The NHL is different from the NBA, NFL, and MLB in the source of its draft. Last year, the majority of drafted players in the NBA, NFL, and MLB were from the NCAA, while the NHL has more variety in its draft picks. In Canada, the Canadian Hockey League (CHL), helps supply the NHL with draft picks. The NHL also includes international players, like players from Russia or Sweden, in its draft.
The MLB draft eligibility only includes residents of Canada and the United States including the territories of the United States. Residents also include a person enrolled in a high school or college located in the United States.
This problem of drafting young children does not affect the NFL, MLB, or even the MLB, the same way it does since the NCAA plays such an important role in providing players for those league.
The NCAA rules do not allow for a player to be represented by an agent. This would limit how early an agent can get involved with a collegiate player. However, CHL players are not limited the same way, meaning agents will try to represent young children.
One answer may be for the NHL to place an age minimum, or a player has to wait a certain amount of time before being eligible. Both the NFL and NBA have restrictions like this. The NFL rules requires at least three years out of high school and used up college eligibility. The NBA rules require at least one NBA season to pass since high school graduation or would have graduated.

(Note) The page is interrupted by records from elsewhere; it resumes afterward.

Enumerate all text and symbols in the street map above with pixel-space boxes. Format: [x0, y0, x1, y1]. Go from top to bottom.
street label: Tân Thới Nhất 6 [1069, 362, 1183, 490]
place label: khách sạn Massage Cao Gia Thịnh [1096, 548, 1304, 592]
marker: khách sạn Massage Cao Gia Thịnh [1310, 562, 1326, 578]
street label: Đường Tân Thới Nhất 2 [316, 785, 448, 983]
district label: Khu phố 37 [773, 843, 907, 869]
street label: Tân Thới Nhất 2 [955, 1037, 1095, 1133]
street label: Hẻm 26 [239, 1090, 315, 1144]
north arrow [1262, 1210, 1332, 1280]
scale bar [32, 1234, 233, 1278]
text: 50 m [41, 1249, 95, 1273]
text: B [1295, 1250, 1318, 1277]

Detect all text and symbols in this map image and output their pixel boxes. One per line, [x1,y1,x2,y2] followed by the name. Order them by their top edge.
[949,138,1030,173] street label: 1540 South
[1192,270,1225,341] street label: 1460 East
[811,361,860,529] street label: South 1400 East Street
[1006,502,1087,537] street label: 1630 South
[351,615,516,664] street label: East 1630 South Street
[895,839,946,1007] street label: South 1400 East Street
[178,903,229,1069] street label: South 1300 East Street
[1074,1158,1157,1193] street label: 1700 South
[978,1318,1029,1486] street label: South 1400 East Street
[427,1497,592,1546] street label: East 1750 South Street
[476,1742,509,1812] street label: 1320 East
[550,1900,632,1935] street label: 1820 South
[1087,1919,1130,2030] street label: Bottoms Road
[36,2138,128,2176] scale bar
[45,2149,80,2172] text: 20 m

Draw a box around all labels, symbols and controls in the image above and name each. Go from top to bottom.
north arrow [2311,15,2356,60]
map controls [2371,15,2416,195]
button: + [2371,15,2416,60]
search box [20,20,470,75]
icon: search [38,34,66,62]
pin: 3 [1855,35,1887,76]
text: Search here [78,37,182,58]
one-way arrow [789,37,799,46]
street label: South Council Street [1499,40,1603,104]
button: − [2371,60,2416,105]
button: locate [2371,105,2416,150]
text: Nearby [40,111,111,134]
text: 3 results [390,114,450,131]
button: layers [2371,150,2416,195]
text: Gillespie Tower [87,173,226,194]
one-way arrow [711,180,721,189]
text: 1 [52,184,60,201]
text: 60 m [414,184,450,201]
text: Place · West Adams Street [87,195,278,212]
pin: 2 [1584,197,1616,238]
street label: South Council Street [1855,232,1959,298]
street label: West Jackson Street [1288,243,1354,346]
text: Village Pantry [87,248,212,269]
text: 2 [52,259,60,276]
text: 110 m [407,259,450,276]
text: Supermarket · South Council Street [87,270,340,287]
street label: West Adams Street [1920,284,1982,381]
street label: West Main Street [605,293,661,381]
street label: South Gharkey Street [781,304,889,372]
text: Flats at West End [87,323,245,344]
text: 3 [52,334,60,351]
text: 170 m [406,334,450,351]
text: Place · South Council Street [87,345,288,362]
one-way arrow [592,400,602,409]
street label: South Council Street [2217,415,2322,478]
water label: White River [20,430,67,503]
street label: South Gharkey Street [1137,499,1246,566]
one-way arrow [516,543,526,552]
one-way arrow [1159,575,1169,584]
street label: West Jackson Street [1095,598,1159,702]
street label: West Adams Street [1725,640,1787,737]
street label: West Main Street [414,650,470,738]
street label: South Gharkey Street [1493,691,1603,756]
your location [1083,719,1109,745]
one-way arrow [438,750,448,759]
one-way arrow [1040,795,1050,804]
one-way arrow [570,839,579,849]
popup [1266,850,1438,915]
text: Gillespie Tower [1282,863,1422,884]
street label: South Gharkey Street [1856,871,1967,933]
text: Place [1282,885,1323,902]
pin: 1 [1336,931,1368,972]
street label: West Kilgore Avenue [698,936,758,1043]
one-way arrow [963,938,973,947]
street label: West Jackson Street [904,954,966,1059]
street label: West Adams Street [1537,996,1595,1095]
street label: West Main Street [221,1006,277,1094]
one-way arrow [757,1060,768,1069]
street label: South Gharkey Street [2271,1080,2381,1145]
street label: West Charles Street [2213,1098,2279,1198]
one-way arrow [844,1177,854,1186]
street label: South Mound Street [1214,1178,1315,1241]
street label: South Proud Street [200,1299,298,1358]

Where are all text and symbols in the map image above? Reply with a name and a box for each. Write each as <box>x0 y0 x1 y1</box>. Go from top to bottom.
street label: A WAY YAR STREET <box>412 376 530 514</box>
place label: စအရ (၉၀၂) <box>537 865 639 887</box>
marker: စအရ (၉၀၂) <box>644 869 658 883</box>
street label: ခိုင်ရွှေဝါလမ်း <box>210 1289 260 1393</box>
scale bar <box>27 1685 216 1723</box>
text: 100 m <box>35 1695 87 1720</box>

The other alternative is for rules to be put in place by any number of effective organizations. The CHL or any of the leagues that make up the CHL, the Ontario Hockey League (OHL), the Quebec Major Junior Hockey League (QMJHL), or the Western Hockey League (WHL) may put in place rules to be eligible for them. The NHL or the NHL Player’s Association (NHLPA) may also be able to put in rules that prevent representation for a player before turning a certain age.
However, this behaviour of going after young children to represent them is a problem that should be rectified soon.